Positive Developments in California Wildfire Mitigation

California experienced an explosive wildfire season in the Fall and Winter of 2017, as hundreds of fires devastated large swaths of the state. The fires in Northern California alone cost at least 44 lives, at least $9 billion in insured damages, and may have cost the U.S. economy at least $85 billion in total.1 Clearly, wildfires present a massive danger to the population and economy of California nowadays.

Fortunately, local and state legislatures have responded to this danger to some degree by putting forward legislation designed to further mitigate the damage of future wildfires. One of the more significant developments is the state legislature’s push to give homeowners greater power to remove flammable materials on state-owned lands that are adjacent to the homeowner’s residence.

California State Assembly Bill 28962 attempts to do just this. Introduced in February 2018, the bill proposes to add Section 51182.1 to the Government Code and Section 5007.8 to the Public Resources Code.

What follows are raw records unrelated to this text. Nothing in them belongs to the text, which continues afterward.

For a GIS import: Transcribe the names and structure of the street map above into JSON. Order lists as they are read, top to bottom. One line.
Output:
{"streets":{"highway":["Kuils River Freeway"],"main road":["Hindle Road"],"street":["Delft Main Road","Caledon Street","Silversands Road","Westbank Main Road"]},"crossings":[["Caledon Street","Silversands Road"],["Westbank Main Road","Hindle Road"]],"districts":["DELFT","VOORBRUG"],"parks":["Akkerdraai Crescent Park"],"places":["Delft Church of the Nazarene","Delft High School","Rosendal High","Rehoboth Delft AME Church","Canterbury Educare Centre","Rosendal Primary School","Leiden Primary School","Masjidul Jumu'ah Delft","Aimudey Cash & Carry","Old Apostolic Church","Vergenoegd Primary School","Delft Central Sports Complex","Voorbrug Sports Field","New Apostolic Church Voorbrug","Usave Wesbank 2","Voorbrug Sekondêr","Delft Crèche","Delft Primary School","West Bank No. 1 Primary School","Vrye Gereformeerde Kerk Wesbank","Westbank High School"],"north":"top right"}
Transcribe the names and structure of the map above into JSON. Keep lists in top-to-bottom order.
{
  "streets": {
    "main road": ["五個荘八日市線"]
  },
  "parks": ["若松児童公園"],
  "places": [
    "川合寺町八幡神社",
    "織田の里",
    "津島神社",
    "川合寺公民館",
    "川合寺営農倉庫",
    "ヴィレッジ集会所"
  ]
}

Existing law requires a person who owns or otherwise controls an occupied dwelling or structure adjacent to or on wild land to maintain a nonflammable “defensible space” of 100 feet from each side of the structure. However, some homeowners own dwellings which are directly adjacent to or within state-owned lands, such that the homeowner does not have a legal right to clear away all flammable material within 100 feet of the dwelling. In this situation, the existing state of the law fails to incentivize the true owner of the flammable material (the state) to act, while improperly punishing the homeowner for failing to do something which the homeowner had no legal right to do in the first place.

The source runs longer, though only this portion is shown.